32
CHAPTER
Dietary Therapy
Candace Richardson and William B. Gallentine
The classic Ketogenic diet (KD) is a high-fat, low-carbohydrate treatment that has been used in the treatment of epilepsy for nearly 100 years. When implemented correctly, KD therapy induces a state of ketosis by making dietary fat the main source of energy for the body. This state of ketosis mimics fasting, which has long been association with beneficial effects in epileptic seizures. In the past 20 years there has been a renewed use of diet treatment for epilepsy and development of modifications, which allow more protein and carbohydrate intake and require less fat intake. The newer diet treatments do not always produce the levels of ketosis found in patients on the classic KD, but do maintain a steady blood glucose level, avoiding postmeal glucose rises seen with a typical diet. Despite continued advancements in the development of antiepileptic drugs (AEDs), approximately 30% of patients with epilepsy have refractory seizures, representing a significant need for additional treatment options. Because of this need, the use of metabolism-modifying diets remains a therapeutic option for drug-resistant epilepsy. After careful screening and education, metabolic treatment can be used in children or adults to provide a safe, well-tolerated therapy for many forms of epilepsy. This chapter will discuss some practical aspects of implementing metabolic treatment for epilepsy.
HISTORY
Fasting and other diet-based therapeutic approaches have long been used to treat epilepsy. Fasting is, in fact, the only therapeutic measure for epilepsy recorded in the Hippocratic collection. The origin of modern KD therapy came in 1921, when Dr. Rawle Geyelin gave a presentation at the annual meeting of the American Medical Association in which he reported the outcomes of several children with epilepsy who had benefited from fasting under the care of osteopathic physician Dr. Hugh Conklin. For some of those children the reduction in seizures was long lasting. That same year, the Mayo Clinic Bulletin published the first description of a “ketogenic diet.” In this description, dietary intake was calculated to simulate ketosis, a metabolic state that develops during fasting. This was accomplished by restricting protein and carbohydrate intake and supplying dietary fat as a source of calories, thereby mimicking the body’s use of its own fat during a fasting situation. For the 20 years that followed, primarily because of researchers at the Mayo Clinic, the KD became a popular and well-studied treatment for both children and adults with epilepsy. However, as AEDs were introduced into the United States, use of the KD declined until it was used only at a few academic centers.
The medium-chain triglyceride (MCT) oil diet was developed about 40 years ago to provide a diet approach that produced a similar level of ketosis as the classic KD while allowing for more carbohydrate. In the past 20 years, the Modified Atkins diet (MAD) and Low Glycemic Index Treatment (LGIT) have been developed, which have shown that the fat content of the treatment does not have to be as high as traditionally believed.

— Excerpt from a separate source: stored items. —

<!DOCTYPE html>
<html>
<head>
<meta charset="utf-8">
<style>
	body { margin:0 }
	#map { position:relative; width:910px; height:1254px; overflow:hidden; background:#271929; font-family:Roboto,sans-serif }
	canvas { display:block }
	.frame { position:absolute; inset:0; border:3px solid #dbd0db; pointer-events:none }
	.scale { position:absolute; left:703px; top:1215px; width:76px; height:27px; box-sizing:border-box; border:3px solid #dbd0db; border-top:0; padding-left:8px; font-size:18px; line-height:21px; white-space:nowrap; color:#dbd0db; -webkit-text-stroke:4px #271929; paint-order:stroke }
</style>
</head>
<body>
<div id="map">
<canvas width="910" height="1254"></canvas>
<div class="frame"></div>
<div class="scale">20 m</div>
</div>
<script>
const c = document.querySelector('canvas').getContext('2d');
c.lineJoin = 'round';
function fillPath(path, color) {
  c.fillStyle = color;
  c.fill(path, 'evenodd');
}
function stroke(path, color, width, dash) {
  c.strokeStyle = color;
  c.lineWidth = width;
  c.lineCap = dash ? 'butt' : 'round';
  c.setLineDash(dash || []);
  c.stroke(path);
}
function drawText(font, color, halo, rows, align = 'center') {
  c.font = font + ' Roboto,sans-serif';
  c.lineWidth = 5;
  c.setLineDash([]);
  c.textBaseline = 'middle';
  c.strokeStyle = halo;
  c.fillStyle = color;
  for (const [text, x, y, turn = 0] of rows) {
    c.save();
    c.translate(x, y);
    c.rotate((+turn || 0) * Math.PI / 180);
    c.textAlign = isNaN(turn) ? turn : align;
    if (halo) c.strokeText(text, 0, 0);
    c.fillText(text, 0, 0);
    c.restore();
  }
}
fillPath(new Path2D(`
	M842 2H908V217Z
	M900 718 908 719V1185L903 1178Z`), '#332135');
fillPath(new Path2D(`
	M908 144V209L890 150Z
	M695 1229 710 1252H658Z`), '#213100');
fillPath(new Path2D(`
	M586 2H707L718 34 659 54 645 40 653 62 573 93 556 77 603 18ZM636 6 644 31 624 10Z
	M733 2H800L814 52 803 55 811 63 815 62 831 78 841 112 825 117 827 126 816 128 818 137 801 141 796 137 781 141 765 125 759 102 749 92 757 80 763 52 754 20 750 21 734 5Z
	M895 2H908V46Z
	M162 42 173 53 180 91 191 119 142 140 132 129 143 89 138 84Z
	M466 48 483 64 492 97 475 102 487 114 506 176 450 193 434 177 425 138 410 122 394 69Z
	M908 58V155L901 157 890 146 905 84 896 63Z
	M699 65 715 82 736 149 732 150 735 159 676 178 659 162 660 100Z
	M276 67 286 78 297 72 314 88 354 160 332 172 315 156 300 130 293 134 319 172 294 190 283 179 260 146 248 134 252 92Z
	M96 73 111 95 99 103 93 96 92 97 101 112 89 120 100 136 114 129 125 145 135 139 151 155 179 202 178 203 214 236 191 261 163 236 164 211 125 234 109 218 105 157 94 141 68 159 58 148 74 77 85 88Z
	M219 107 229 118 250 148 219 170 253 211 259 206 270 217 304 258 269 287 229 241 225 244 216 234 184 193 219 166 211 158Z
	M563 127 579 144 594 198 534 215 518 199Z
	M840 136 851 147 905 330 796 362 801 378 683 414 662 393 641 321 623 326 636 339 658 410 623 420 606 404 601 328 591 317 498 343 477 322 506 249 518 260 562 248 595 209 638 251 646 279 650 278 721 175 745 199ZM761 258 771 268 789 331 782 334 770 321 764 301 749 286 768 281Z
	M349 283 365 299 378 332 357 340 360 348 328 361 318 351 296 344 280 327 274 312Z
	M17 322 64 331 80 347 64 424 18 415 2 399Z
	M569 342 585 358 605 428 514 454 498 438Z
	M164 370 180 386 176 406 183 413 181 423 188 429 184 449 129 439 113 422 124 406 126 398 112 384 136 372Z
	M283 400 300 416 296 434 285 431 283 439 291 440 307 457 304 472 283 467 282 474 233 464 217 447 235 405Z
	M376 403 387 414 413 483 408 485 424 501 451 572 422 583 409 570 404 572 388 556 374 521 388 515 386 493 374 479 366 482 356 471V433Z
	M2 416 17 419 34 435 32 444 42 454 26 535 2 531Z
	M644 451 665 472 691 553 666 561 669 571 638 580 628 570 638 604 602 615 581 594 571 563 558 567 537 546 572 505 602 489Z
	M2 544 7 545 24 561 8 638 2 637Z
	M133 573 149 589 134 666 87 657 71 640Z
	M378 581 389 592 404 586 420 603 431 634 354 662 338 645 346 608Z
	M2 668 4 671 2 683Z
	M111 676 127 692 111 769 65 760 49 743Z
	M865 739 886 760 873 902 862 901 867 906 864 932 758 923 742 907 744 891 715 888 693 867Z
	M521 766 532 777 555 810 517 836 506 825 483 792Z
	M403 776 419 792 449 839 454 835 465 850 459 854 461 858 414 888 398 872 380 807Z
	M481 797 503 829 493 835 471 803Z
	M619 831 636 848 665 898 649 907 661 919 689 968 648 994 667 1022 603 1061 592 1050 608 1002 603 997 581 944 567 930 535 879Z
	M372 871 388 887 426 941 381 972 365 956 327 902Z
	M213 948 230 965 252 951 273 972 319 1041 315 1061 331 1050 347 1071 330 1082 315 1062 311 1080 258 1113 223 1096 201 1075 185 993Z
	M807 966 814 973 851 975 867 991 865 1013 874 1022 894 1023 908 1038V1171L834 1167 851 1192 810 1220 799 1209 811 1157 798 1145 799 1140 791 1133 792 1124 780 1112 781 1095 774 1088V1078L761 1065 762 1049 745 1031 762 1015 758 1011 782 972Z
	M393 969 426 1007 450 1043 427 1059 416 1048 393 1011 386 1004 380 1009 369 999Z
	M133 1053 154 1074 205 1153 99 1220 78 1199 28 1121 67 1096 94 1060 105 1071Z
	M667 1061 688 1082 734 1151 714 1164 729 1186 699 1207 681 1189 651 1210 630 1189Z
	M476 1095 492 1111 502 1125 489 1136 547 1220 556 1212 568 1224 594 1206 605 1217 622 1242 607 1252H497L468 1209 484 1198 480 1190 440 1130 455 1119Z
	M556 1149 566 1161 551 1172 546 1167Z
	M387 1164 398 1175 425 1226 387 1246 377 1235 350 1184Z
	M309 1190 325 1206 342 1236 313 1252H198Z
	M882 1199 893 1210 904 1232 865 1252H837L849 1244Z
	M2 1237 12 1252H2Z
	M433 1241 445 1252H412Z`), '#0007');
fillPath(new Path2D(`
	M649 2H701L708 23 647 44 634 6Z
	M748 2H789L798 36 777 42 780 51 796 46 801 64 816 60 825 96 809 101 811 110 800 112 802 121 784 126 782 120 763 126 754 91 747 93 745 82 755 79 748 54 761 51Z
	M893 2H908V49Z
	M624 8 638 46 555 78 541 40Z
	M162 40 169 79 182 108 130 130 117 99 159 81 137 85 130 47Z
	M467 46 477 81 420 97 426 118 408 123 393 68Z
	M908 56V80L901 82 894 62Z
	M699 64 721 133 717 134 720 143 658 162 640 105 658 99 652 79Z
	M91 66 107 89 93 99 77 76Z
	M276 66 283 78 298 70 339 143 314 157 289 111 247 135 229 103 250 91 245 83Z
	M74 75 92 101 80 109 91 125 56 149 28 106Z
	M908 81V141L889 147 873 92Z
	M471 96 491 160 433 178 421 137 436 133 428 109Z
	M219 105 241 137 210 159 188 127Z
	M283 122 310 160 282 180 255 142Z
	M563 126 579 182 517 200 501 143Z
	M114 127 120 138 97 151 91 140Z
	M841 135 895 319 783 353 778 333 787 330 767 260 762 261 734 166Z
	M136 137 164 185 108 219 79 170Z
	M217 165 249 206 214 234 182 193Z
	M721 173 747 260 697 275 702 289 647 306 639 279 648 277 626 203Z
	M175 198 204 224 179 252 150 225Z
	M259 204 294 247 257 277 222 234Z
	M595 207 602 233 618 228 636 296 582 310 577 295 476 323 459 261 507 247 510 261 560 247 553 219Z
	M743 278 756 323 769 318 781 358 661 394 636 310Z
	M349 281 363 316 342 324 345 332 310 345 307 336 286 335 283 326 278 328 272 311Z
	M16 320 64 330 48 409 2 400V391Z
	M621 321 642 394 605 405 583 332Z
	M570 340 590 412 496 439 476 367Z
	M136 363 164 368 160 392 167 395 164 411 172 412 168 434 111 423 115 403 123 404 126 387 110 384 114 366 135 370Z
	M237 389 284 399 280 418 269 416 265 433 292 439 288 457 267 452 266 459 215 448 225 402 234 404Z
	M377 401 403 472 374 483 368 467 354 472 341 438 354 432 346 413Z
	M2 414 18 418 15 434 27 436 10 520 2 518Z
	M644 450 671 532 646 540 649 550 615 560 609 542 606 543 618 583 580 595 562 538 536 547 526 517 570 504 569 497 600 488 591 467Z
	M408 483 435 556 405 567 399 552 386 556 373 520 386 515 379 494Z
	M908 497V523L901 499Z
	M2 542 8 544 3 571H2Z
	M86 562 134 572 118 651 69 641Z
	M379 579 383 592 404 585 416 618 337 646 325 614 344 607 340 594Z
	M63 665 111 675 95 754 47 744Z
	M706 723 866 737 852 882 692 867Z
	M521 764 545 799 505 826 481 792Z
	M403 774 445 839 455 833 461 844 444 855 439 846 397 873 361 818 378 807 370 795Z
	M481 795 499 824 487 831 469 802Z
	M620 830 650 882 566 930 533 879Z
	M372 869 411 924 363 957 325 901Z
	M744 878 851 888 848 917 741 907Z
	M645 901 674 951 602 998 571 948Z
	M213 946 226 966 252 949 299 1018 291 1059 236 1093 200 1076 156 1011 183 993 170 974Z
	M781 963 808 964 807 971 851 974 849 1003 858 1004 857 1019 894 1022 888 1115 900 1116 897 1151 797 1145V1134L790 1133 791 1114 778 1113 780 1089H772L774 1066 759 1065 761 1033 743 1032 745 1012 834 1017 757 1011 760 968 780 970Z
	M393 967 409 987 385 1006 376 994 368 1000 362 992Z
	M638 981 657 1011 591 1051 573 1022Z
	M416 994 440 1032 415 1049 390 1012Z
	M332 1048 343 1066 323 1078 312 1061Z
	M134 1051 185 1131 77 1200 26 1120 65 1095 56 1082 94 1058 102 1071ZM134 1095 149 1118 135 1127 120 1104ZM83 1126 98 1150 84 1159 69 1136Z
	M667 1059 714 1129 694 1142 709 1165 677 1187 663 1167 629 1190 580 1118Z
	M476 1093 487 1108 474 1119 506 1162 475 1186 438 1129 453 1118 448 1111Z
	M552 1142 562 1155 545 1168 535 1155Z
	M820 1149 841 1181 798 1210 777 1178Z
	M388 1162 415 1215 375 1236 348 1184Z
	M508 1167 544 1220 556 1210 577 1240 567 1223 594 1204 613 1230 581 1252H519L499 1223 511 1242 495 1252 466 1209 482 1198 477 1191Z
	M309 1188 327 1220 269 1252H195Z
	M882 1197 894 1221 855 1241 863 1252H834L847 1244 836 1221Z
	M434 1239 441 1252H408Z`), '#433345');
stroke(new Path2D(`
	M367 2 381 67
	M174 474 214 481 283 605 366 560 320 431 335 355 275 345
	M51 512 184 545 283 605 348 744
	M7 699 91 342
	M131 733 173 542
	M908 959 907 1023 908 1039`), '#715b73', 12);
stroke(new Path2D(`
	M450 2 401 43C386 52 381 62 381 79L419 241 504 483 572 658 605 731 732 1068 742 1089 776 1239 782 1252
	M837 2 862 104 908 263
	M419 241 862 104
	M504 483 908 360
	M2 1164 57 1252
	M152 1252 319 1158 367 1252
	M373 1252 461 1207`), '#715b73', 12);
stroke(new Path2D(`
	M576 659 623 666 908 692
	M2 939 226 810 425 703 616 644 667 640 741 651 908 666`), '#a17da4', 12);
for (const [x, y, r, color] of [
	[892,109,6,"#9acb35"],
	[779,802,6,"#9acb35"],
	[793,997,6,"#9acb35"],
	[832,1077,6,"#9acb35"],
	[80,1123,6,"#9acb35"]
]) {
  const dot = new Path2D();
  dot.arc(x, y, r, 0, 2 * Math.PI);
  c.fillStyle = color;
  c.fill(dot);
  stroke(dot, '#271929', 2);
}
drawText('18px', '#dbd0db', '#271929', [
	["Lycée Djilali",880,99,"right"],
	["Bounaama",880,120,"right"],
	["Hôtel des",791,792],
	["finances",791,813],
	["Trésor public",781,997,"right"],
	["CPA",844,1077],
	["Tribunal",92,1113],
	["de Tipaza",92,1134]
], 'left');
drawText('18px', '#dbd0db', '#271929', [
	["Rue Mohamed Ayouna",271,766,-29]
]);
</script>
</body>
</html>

Metabolic treatment is currently being used all over the world, and there is a growing scientific interest in the physiological basis of the diets’ beneficial effects. At this writing, a PubMed search revealed that since 1994 over 1,100 peer-reviewed articles have been published on the KD. Randomized, controlled trials and meta-analyses consistently show that about 50% of children respond (ie, at least a 50% reduction in seizures) to this metabolic therapy. There are also indications that metabolic treatment may be effective for adults with epilepsy and in status epilepticus (SE), and it is a first-line treatment of seizures associated with glucose transporter-1 (GLUT-1) deficiency. Given that approximately 200 centers offer this treatment today, it is estimated that about 3000 children may be actively receiving metabolic treatment (1). With the growing use and awareness of metabolic treatment for epilepsy, an expert committee of 26 neurologists and dietitians from 9 countries has recently published a consensus guideline endorsed by the Child Neurology Society. This guideline offers recommendations for optimal management of children on the KD, and it offers clarification on certain aspects of KD implementation that have often diminished efficacy or caused complications in situations where clinicians have not been trained in appropriate diet management (2). The current guideline helps inform decisions on patient selection, pre-KD counseling and evaluation, specific dietary therapy selection, implementation, supplementation, follow-up management, adverse event monitoring, and eventual KD discontinuation.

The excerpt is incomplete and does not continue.